Legislative Hearing on H.R. 3832, The Services Acquisition Reform Act of 2002 (SARA)

March 7, 2002

The Project On Government Oversight (POGO) investigates, exposes, and seeks to remedy systemic abuses of power, mismanagement, and subservience by the federal government to powerful special interests. Usually, as we consider which public policy issues we will pursue, we return to this mission statement to ensure that it would fall in one of those three categories. In the case of Acquisition Reform it is easy. It falls into all three.

George Orwell would be proud of the Acquisition Reform community. It has created such Orwellian concepts for the acquisition of goods as "competitive" one-bid contracting; "commercial items" that are only bought by the government; information about cost and pricing that "need not be current, accurate, and complete;" and "indefinite delivery, indefinite quantity" contracts. Only those who have sipped from the acquisition reform well could believe that these "reforms" benefit the taxpayer.

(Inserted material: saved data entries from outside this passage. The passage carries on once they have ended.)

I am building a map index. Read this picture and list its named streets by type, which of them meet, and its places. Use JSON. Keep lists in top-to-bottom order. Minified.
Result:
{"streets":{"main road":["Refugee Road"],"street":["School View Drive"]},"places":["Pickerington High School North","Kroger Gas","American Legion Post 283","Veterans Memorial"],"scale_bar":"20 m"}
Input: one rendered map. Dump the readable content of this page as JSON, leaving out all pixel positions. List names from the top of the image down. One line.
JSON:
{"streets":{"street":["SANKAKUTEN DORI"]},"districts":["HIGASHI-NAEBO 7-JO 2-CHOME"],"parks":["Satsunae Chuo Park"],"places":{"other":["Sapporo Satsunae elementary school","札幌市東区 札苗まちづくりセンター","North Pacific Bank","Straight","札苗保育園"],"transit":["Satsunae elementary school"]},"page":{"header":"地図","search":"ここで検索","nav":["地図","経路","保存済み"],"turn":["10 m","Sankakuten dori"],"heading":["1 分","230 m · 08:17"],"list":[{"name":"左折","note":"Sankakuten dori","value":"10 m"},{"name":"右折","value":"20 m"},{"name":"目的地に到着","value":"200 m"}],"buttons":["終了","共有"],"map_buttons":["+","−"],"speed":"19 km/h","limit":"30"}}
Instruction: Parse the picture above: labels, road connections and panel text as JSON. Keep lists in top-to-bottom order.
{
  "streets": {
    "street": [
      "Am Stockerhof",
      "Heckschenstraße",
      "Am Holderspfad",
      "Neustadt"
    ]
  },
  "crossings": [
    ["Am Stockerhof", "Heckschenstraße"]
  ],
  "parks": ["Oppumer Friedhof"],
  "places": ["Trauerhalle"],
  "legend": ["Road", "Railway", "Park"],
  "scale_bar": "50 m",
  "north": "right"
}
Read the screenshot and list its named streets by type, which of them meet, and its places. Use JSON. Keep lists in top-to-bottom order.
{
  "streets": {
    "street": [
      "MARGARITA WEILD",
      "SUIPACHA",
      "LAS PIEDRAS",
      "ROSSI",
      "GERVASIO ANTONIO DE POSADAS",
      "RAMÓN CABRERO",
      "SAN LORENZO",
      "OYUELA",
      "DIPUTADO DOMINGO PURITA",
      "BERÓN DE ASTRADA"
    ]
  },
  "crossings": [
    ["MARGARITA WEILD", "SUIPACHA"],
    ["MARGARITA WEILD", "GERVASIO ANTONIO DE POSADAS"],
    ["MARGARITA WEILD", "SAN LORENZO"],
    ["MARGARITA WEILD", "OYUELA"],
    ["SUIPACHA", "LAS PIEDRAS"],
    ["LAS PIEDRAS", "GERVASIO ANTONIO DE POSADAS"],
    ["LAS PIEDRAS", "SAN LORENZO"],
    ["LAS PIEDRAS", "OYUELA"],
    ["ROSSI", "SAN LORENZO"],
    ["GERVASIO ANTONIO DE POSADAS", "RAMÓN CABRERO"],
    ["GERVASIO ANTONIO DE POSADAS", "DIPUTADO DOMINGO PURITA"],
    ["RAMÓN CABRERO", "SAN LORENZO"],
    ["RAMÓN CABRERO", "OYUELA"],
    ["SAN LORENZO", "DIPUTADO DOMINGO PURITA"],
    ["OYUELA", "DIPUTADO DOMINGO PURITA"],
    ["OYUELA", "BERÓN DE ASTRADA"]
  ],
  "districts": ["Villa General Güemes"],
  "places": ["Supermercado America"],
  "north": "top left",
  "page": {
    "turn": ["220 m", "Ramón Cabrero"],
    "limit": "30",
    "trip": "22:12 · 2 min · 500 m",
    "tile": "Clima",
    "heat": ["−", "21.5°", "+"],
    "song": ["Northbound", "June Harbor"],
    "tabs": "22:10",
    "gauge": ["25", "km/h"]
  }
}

At the Subcommittee's last hearing, one of Acquisition Reform's most vigorous cheerleaders, Stan Soloway testified that POGO's 1998 report contained "errors" and "misconceptions as to what's going on" but declined to articulate what those were. He asked to be allowed to submit a challenge to our findings for the record. We're still waiting. In the meantime, I am introducing for the record our newest report on the damage caused by Acquisition Reform.

We have found that, in fact, Acquisition Reform has been extremely detrimental to oversight and accountability of federal procurement. Examples include:

One-bid contracts that have been labeled "competitive" have clearly proven wasteful: a May 2001 DoD IG audit of 145 sole-source and "competitive" one-bid contracts discovered that overpricing had occurred in more than 1/3 of the contracts, totaling $23.1 million. In the vast majority of the remaining cases, the DoD IG was unable to determine whether overpricing had occurred, due to inadequate data. 1

The term "commercial" has been weakened so much that it is practically useless. For instance, C-130J military transport aircraft have been offered for commercial sale in the past, and while not a single sale was ever made to civilians, oversight was loosened. Similar attempts are being made to classify the C-17 cargo plane. By thus categorizing the airlifter, the Air Force would be allowed to bypass important pricing oversight which is only intended to be lifted for items which are truly commercial and whose prices are set by free market forces. A $232 million outsize cargo carrier with 173,300 lbs. capacity is clearly not a mass-market item which is sufficiently affected by the free market.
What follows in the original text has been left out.